Actually, to get to these remote places, a few minibuses leave every morning from the bus station. You just go there, wait, and when a bus arrives, jump inside to get a seat. As we were a group of 5 with quite a lot of luggage, we were supposed to have 5 seats reserved in one of the buses, which was supposed to pick us up at our hotels. But it didn’t turn up, the driver had decided to drive to the train station… So we ended up waiting for an hour at our hotel, being driven to the bus station and waiting there for another hour or so. Finally, our driver turned up and we got our 5 seats. This was already a good example of how things work here. Don’t plan ahead or you’ll be disappointed….

After one hour we alreday stopped for “lunch” (it was 10:30 in the morning) and then drove for another 4 hours non-stop. Of course there was the usual drunk guy who was a bit annoying, but he fell asleep after some time and we didn’t hear him anymore. It was a very scenic drive, the landscape becoming greener and hillier, with meandering rivers and a few small villages. Once there were cows on the street, once there was a group of running horses, and once the driver almost ran into a group of men who were doing repair work on the road.

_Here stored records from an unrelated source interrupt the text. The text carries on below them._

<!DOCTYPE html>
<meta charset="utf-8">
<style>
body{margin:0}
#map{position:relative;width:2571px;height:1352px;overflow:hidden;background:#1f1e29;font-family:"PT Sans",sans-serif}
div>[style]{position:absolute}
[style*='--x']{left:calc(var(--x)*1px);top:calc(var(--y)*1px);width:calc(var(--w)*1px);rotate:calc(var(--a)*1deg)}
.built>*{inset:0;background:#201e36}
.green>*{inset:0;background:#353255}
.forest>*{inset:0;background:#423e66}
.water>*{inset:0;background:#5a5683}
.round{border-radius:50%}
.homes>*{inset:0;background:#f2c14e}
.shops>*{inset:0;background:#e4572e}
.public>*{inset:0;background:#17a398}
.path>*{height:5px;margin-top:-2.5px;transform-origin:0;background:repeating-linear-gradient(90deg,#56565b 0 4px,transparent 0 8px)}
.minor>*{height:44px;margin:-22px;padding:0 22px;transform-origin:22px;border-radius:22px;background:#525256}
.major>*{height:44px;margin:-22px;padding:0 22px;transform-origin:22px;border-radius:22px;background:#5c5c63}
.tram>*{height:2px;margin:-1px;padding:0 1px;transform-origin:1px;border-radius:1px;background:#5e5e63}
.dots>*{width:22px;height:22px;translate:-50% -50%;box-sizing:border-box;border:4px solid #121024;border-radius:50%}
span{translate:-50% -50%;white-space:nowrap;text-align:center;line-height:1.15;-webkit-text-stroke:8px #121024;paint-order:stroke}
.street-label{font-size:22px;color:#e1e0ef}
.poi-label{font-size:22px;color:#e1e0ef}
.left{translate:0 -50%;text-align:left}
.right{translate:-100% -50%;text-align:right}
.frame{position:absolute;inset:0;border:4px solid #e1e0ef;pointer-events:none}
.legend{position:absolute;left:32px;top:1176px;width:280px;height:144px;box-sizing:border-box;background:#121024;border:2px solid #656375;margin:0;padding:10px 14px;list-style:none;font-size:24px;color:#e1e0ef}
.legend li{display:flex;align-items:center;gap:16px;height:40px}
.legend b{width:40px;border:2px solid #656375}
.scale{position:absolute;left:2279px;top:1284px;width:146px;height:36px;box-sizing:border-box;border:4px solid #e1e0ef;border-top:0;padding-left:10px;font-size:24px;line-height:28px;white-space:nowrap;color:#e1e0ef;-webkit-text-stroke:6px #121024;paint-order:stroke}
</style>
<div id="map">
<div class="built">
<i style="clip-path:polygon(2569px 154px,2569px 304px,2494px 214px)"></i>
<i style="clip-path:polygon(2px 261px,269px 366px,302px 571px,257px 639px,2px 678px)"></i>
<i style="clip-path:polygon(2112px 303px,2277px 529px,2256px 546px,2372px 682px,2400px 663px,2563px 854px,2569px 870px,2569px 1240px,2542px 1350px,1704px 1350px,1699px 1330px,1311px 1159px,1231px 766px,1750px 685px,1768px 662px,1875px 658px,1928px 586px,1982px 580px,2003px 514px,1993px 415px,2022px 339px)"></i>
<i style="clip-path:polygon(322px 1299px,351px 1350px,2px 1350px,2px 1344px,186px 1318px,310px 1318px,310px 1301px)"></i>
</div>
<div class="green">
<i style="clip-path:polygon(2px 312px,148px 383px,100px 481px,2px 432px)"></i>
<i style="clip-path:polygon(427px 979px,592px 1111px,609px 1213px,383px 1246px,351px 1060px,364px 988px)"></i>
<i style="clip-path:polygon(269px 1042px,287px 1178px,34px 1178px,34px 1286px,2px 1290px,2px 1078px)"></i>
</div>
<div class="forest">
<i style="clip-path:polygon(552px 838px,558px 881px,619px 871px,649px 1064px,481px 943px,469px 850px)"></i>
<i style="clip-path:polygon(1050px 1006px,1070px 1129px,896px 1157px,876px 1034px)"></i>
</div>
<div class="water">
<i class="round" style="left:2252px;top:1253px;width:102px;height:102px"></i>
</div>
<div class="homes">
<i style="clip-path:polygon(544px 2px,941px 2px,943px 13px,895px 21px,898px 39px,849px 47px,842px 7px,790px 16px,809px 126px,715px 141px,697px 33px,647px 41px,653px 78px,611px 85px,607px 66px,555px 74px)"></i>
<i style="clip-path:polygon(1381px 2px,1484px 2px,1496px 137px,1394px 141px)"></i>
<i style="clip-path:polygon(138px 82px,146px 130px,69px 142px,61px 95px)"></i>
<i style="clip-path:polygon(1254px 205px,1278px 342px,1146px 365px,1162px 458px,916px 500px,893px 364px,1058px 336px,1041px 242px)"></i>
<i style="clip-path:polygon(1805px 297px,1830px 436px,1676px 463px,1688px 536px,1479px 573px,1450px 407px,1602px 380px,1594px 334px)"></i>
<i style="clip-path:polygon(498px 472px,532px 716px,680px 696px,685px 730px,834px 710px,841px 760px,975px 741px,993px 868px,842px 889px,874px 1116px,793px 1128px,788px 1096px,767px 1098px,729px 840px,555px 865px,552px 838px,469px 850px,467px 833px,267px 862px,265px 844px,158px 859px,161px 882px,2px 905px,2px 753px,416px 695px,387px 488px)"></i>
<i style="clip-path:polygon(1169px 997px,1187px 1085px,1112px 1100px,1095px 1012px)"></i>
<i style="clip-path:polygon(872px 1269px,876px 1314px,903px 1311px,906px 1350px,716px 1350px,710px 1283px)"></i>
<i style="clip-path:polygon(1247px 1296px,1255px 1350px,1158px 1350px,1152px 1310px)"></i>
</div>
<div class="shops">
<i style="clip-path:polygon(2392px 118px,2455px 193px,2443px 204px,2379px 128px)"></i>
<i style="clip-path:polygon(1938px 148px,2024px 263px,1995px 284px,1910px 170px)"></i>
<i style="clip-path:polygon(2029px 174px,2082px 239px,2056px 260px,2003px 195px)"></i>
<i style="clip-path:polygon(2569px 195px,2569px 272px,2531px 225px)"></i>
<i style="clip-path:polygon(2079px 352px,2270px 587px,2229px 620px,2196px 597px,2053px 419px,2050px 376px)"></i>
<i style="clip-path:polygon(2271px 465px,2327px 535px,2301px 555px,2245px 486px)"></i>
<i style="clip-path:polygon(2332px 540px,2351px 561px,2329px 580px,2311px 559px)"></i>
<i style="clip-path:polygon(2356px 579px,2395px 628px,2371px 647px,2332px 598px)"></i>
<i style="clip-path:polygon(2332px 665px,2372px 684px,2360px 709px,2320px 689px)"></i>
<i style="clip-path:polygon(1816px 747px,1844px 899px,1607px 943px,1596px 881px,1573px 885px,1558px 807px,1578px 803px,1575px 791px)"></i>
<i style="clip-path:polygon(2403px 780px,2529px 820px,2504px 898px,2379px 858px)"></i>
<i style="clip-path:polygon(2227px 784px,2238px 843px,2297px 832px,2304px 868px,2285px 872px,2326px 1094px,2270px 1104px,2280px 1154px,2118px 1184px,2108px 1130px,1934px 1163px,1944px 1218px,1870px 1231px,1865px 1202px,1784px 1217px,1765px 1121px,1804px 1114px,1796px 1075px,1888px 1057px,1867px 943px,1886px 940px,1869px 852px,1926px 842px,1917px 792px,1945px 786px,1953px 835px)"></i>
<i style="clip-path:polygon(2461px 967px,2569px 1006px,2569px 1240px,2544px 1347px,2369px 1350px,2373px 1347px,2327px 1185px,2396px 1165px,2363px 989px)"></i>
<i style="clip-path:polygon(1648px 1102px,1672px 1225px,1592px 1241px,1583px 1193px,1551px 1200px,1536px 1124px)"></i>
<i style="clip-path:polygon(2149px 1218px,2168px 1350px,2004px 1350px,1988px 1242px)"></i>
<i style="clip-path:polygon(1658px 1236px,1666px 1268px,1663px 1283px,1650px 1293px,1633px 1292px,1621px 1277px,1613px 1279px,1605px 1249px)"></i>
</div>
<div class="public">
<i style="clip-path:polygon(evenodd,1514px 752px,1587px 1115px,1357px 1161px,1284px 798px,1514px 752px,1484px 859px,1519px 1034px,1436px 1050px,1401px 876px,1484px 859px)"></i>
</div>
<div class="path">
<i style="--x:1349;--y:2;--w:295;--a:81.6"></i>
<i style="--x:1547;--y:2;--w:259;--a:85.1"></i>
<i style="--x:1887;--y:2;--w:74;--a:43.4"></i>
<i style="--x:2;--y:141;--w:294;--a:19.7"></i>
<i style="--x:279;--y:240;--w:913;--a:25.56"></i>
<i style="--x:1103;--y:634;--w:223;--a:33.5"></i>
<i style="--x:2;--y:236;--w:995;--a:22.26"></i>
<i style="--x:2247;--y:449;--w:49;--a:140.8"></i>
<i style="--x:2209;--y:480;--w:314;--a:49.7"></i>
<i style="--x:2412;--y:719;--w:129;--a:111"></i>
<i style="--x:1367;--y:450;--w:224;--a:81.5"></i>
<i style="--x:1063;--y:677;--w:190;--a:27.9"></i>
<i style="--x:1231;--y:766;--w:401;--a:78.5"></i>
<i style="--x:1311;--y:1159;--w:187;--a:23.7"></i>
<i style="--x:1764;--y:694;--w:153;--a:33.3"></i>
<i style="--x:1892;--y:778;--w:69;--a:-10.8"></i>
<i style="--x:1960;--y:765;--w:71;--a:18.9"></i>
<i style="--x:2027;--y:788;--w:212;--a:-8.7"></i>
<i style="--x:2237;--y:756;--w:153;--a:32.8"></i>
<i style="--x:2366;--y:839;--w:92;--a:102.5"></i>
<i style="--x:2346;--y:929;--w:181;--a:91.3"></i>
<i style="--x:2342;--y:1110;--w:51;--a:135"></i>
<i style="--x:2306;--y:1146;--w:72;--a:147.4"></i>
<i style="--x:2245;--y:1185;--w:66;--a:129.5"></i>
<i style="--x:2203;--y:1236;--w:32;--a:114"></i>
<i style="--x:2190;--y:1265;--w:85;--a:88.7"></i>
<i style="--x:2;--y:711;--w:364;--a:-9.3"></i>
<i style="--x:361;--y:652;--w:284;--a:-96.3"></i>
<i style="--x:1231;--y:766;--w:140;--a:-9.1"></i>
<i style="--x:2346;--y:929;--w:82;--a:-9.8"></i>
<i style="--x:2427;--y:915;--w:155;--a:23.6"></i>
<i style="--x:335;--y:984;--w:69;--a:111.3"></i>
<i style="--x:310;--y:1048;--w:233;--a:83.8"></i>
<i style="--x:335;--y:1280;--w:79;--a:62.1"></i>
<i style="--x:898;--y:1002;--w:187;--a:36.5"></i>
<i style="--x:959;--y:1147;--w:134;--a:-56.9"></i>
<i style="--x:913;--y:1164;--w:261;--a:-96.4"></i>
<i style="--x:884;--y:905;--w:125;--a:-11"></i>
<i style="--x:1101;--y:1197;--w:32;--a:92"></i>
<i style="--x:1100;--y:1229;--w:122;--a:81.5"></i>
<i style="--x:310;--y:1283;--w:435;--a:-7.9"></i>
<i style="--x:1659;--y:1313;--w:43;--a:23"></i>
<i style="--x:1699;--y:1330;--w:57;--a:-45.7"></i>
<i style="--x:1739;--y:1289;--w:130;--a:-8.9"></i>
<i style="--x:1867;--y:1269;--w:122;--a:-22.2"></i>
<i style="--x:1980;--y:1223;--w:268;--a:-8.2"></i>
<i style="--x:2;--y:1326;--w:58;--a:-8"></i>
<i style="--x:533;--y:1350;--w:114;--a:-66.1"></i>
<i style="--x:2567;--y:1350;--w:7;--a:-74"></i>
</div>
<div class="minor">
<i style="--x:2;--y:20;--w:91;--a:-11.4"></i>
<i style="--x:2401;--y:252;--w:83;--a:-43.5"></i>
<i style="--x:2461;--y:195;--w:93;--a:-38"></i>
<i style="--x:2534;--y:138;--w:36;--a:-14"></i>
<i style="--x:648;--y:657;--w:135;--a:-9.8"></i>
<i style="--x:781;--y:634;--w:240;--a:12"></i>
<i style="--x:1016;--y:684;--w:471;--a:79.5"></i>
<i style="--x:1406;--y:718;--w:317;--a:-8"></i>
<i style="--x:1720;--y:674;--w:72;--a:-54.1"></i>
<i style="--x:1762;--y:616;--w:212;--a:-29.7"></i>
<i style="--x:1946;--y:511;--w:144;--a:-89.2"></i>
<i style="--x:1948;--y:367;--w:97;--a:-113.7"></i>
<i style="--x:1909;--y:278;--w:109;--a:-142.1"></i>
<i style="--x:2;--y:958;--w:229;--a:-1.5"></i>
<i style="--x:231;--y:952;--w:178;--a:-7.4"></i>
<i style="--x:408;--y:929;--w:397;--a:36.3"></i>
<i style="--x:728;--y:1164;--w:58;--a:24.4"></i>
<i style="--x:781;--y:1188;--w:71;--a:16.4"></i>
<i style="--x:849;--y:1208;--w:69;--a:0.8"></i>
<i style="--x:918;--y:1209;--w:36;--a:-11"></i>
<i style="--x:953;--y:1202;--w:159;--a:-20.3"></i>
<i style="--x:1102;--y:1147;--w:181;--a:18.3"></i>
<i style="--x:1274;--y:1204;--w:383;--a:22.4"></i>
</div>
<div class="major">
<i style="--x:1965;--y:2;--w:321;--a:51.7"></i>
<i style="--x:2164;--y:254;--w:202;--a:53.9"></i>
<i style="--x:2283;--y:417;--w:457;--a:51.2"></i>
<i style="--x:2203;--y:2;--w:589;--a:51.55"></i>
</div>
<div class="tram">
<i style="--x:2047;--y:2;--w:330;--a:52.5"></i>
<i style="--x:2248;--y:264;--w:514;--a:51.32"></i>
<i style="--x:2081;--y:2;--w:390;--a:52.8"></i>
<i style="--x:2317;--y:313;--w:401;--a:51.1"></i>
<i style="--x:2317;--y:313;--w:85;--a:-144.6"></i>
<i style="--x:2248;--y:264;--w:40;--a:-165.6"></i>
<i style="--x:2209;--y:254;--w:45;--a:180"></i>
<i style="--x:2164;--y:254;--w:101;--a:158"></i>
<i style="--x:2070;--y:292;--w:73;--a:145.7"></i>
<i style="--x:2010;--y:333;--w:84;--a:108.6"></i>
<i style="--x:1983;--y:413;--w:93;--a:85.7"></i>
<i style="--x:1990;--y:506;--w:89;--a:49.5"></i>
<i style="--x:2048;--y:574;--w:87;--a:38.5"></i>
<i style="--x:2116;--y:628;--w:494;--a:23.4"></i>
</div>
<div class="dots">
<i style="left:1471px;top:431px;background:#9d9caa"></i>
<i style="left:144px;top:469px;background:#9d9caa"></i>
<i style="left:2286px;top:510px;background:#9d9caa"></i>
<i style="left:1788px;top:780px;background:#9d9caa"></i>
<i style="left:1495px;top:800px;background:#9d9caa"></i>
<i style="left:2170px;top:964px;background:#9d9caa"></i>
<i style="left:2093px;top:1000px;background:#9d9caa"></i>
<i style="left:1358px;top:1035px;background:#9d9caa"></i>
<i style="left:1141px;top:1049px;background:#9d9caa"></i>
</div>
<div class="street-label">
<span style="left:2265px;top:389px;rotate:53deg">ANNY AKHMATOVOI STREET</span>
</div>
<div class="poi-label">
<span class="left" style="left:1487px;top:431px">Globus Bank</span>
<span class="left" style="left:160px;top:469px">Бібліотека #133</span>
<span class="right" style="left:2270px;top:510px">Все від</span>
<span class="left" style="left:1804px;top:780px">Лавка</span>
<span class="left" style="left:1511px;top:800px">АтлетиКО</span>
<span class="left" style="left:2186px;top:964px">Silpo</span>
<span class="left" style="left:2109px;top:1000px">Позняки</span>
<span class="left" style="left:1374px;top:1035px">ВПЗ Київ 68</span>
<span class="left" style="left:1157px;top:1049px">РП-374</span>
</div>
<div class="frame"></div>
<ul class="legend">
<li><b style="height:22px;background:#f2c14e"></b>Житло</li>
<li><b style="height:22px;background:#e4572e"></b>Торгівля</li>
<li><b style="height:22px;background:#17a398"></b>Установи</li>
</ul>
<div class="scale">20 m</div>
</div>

At some point we arrived at a checkpoint. This being a border region, we needed permits to go there and our passports were checked (which consisted in writing down our names and a phone call to the boss, without noticing that Kate didn’t have her visa with her). When the passport procedure was over, we were told to get out of the bus, this time for a welcoming ceremony by the head of administration (Svetlana) from the village we were going to (Mihailovka), which consisted in some chanted speech in Buryat, offering a spoon of milk (white foods are supposed to have a “cleaning” function) and the handing over of a coloured scarf. During the whole time, the other passengers waited patiently.

When we arrived to the village, we were introduced to our host families, who all lived in very tidy wooden houses with big gardens and a banya. We immediately got food, and then had a good wash in the banya.

The village had one asphalted road, the others were non-asphalted. Cows were wandering and grazing freely in the village. All the houses were wooden, often with colourful windows. No house had individual water pipes. Every street had its water pump station where people went to get water. Toilets were outside, “hole-in-the-floor”, often far in the garden, but clean. Our family also had a few pigs, two dogs and a small potato field behind the house. The main foods are milk products, cow’s meat and potatoes. Almost everything is produced for self-consumption, hardly anything is sold. Life seems very simple there. I also noticed a strong, mainly female community, with all kinds of activities (library, dance group…). All in all people seemed very happy there.